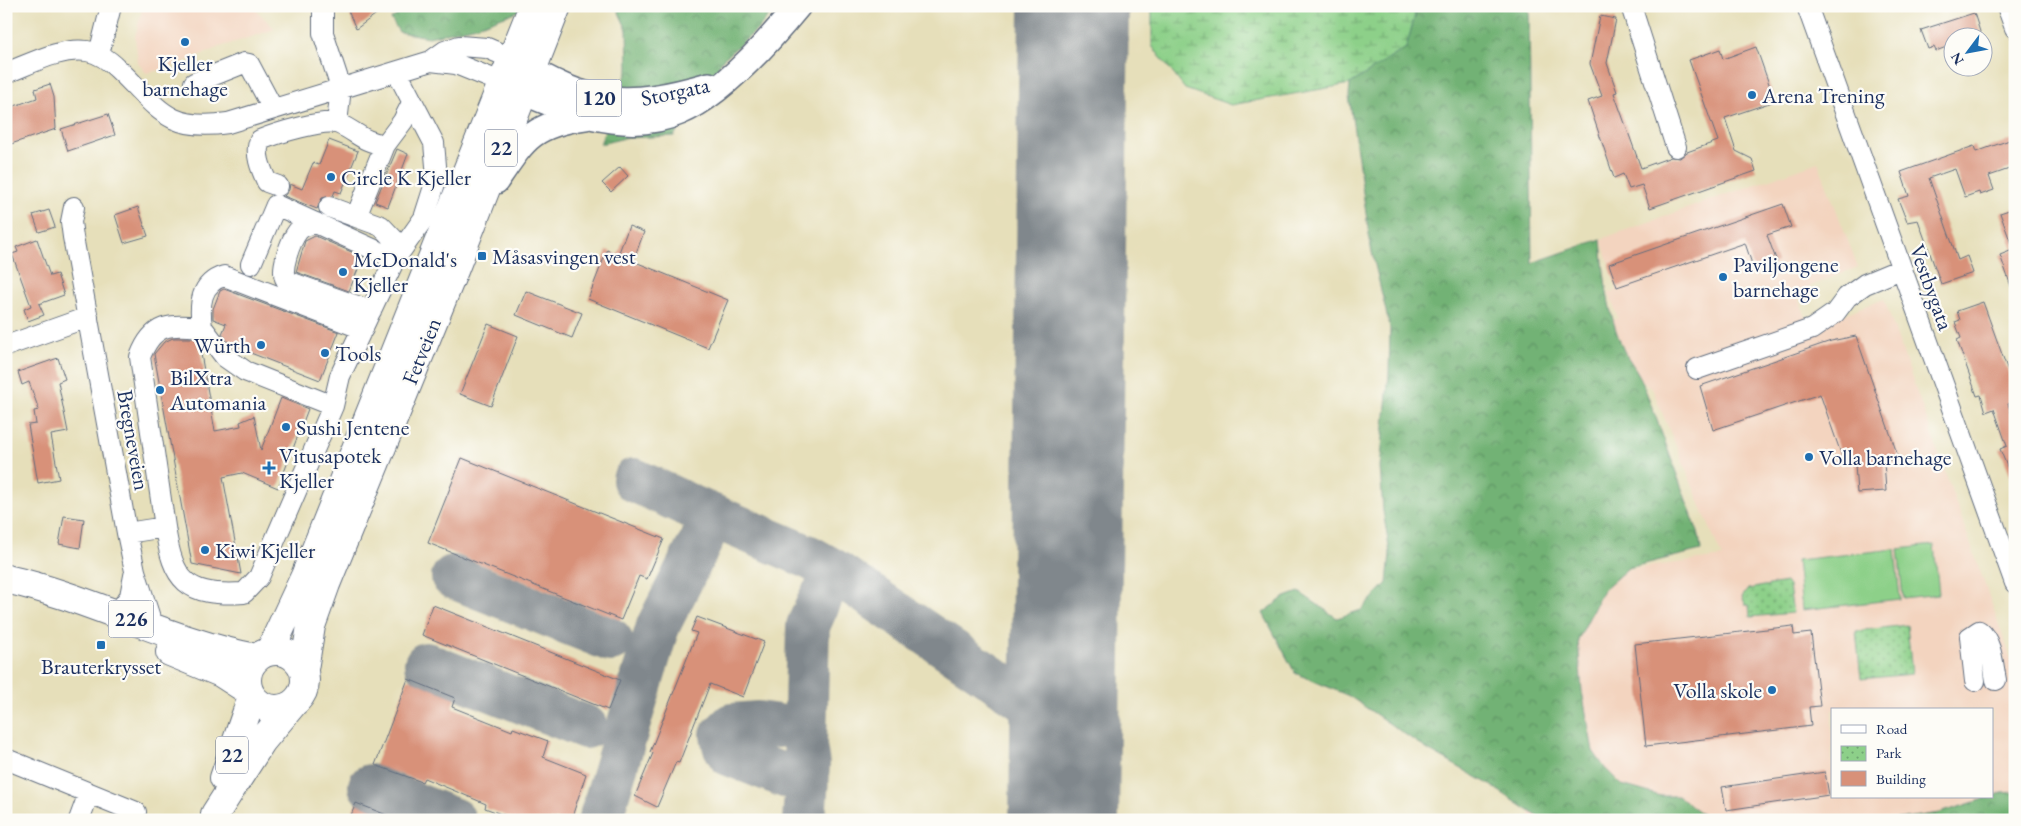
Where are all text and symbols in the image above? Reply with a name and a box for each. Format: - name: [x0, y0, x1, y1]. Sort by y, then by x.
- north arrow: [1944, 28, 1994, 78]
- marker: Kjeller barnehage: [179, 36, 191, 48]
- place label: Kjeller barnehage: [142, 49, 228, 103]
- text: N: [1946, 49, 1968, 68]
- street label: Storgata: [638, 70, 712, 113]
- road number: 120: [576, 80, 622, 116]
- place label: Arena Trening: [1761, 81, 1885, 110]
- marker: Arena Trening: [1746, 89, 1758, 101]
- road number: 22: [485, 130, 517, 167]
- place label: Circle K Kjeller: [341, 163, 472, 192]
- marker: Circle K Kjeller: [325, 171, 337, 183]
- street label: Vestbygata: [1903, 240, 1961, 334]
- place label: Måsasvingen vest: [492, 242, 636, 271]
- place label: McDonald's Kjeller: [353, 245, 457, 299]
- marker: Måsasvingen vest: [476, 250, 488, 262]
- place label: Paviljongene barnehage: [1733, 250, 1839, 304]
- marker: McDonald's Kjeller: [337, 266, 349, 278]
- marker: Paviljongene barnehage: [1717, 271, 1729, 283]
- street label: Fetveien: [395, 313, 448, 389]
- place label: Würth: [194, 331, 251, 360]
- marker: Würth: [255, 339, 267, 351]
- place label: Tools: [335, 339, 381, 368]
- marker: Tools: [319, 347, 331, 359]
- place label: BilXtra Automania: [169, 363, 267, 417]
- marker: BilXtra Automania: [154, 384, 166, 396]
- street label: Bregneveien: [110, 387, 157, 493]
- place label: Sushi Jentene: [296, 413, 410, 442]
- marker: Sushi Jentene: [280, 421, 292, 433]
- place label: Vitusapotek Kjeller: [279, 441, 382, 495]
- place label: Volla barnehage: [1819, 443, 1952, 472]
- marker: Volla barnehage: [1803, 451, 1815, 463]
- marker: Vitusapotek Kjeller: [263, 462, 275, 474]
- place label: Kiwi Kjeller: [215, 536, 316, 565]
- marker: Kiwi Kjeller: [199, 544, 211, 556]
- road number: 226: [108, 600, 154, 638]
- marker: Brauterkrysset: [95, 639, 107, 651]
- place label: Brauterkrysset: [41, 652, 161, 681]
- place label: Volla skole: [1673, 676, 1762, 705]
- marker: Volla skole: [1766, 684, 1778, 696]
- legend: [1831, 708, 1994, 798]
- text: Road: [1876, 719, 1908, 738]
- road number: 22: [216, 736, 248, 774]
- text: Park: [1876, 743, 1903, 762]
- text: Building: [1876, 769, 1926, 788]

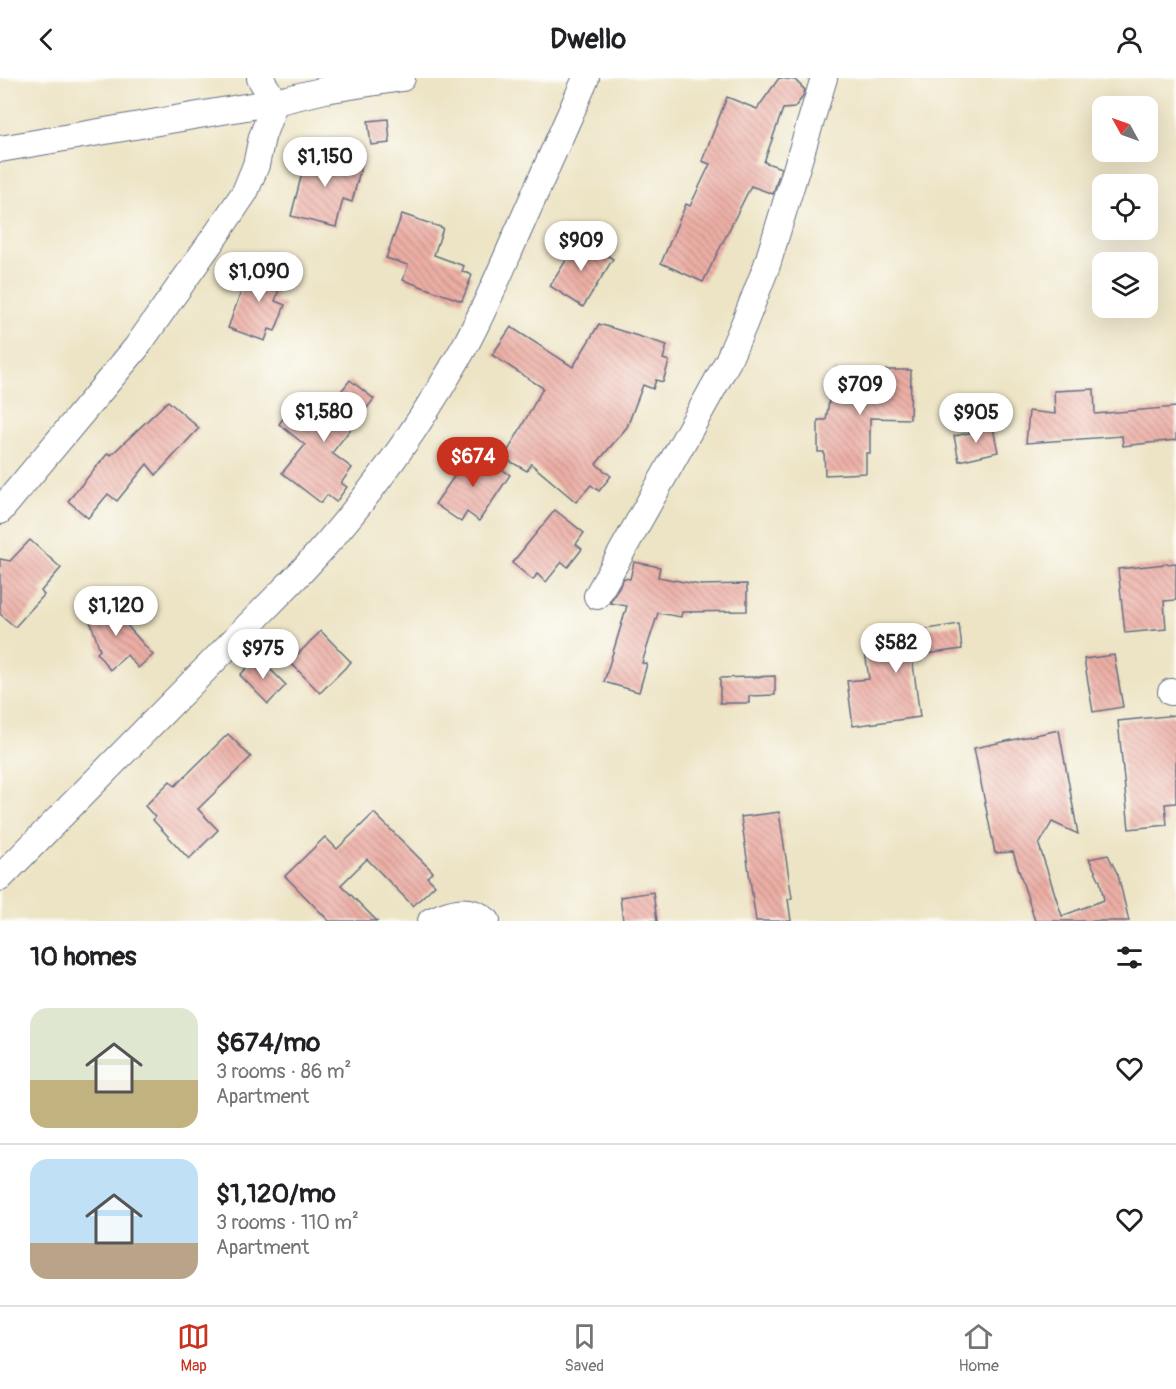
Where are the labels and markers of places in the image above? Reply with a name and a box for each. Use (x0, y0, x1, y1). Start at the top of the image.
pin: $1,150 (276, 137, 374, 188)
pin: $909 (545, 221, 617, 272)
pin: $1,090 (210, 252, 308, 303)
pin: $709 (824, 365, 896, 416)
pin: $1,580 (275, 392, 373, 443)
pin: $905 (940, 393, 1012, 444)
pin: $674 (437, 437, 509, 488)
pin: $1,120 (67, 586, 165, 637)
pin: $582 (860, 623, 932, 674)
pin: $975 (227, 629, 299, 680)

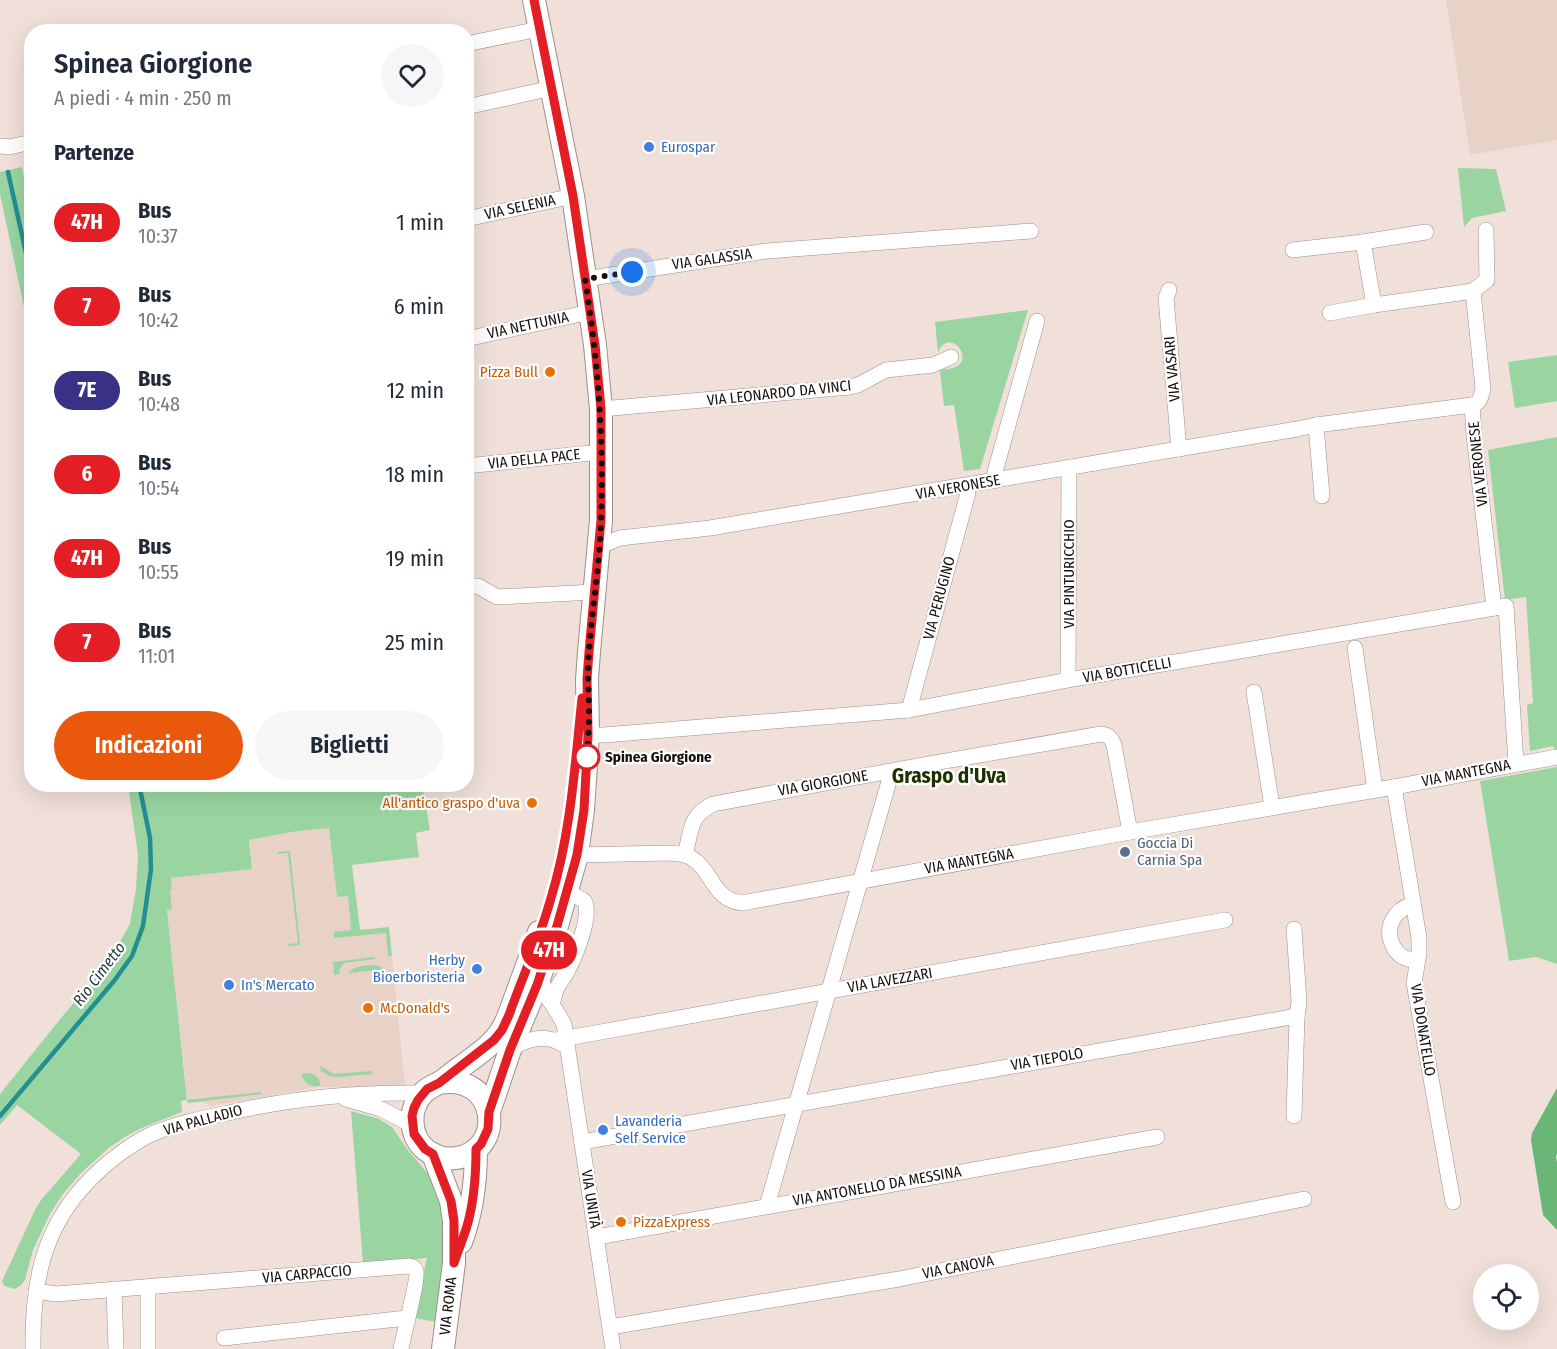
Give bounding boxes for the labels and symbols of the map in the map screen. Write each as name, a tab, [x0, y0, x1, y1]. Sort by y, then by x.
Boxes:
= = = =
__THE PROBLEM__
With the pictures omitted, reproduce the data above exactly.

__EXPECTED ANSWER__
Where are all text and symbols in the image above? Reply with a name and a box for each. Format: - name: [x0, y0, x1, y1]. Sort by y, then by x.
- north arrow: [1944, 28, 1994, 78]
- marker: Kjeller barnehage: [179, 36, 191, 48]
- place label: Kjeller barnehage: [142, 49, 228, 103]
- text: N: [1946, 49, 1968, 68]
- street label: Storgata: [638, 70, 712, 113]
- road number: 120: [576, 80, 622, 116]
- place label: Arena Trening: [1761, 81, 1885, 110]
- marker: Arena Trening: [1746, 89, 1758, 101]
- road number: 22: [485, 130, 517, 167]
- place label: Circle K Kjeller: [341, 163, 472, 192]
- marker: Circle K Kjeller: [325, 171, 337, 183]
- street label: Vestbygata: [1903, 240, 1961, 334]
- place label: Måsasvingen vest: [492, 242, 636, 271]
- place label: McDonald's Kjeller: [353, 245, 457, 299]
- marker: Måsasvingen vest: [476, 250, 488, 262]
- place label: Paviljongene barnehage: [1733, 250, 1839, 304]
- marker: McDonald's Kjeller: [337, 266, 349, 278]
- marker: Paviljongene barnehage: [1717, 271, 1729, 283]
- street label: Fetveien: [395, 313, 448, 389]
- place label: Würth: [194, 331, 251, 360]
- marker: Würth: [255, 339, 267, 351]
- place label: Tools: [335, 339, 381, 368]
- marker: Tools: [319, 347, 331, 359]
- place label: BilXtra Automania: [169, 363, 267, 417]
- marker: BilXtra Automania: [154, 384, 166, 396]
- street label: Bregneveien: [110, 387, 157, 493]
- place label: Sushi Jentene: [296, 413, 410, 442]
- marker: Sushi Jentene: [280, 421, 292, 433]
- place label: Vitusapotek Kjeller: [279, 441, 382, 495]
- place label: Volla barnehage: [1819, 443, 1952, 472]
- marker: Volla barnehage: [1803, 451, 1815, 463]
- marker: Vitusapotek Kjeller: [263, 462, 275, 474]
- place label: Kiwi Kjeller: [215, 536, 316, 565]
- marker: Kiwi Kjeller: [199, 544, 211, 556]
- road number: 226: [108, 600, 154, 638]
- marker: Brauterkrysset: [95, 639, 107, 651]
- place label: Brauterkrysset: [41, 652, 161, 681]
- place label: Volla skole: [1673, 676, 1762, 705]
- marker: Volla skole: [1766, 684, 1778, 696]
- legend: [1831, 708, 1994, 798]
- text: Road: [1876, 719, 1908, 738]
- road number: 22: [216, 736, 248, 774]
- text: Park: [1876, 743, 1903, 762]
- text: Building: [1876, 769, 1926, 788]

Where are the labels and markers of places in the image above? Reply with a name and a box for each. Use (x0, y0, x1, y1). Start at the top of the image.
pin: $1,150 (276, 137, 374, 188)
pin: $909 (545, 221, 617, 272)
pin: $1,090 (210, 252, 308, 303)
pin: $709 (824, 365, 896, 416)
pin: $1,580 (275, 392, 373, 443)
pin: $905 (940, 393, 1012, 444)
pin: $674 (437, 437, 509, 488)
pin: $1,120 (67, 586, 165, 637)
pin: $582 (860, 623, 932, 674)
pin: $975 (227, 629, 299, 680)

Give bounding boxes for the labels and symbols of the map in the map screen. Write each as name, a tab, [x0, y0, x1, y1]. Sort by y, then by x.
Boxes:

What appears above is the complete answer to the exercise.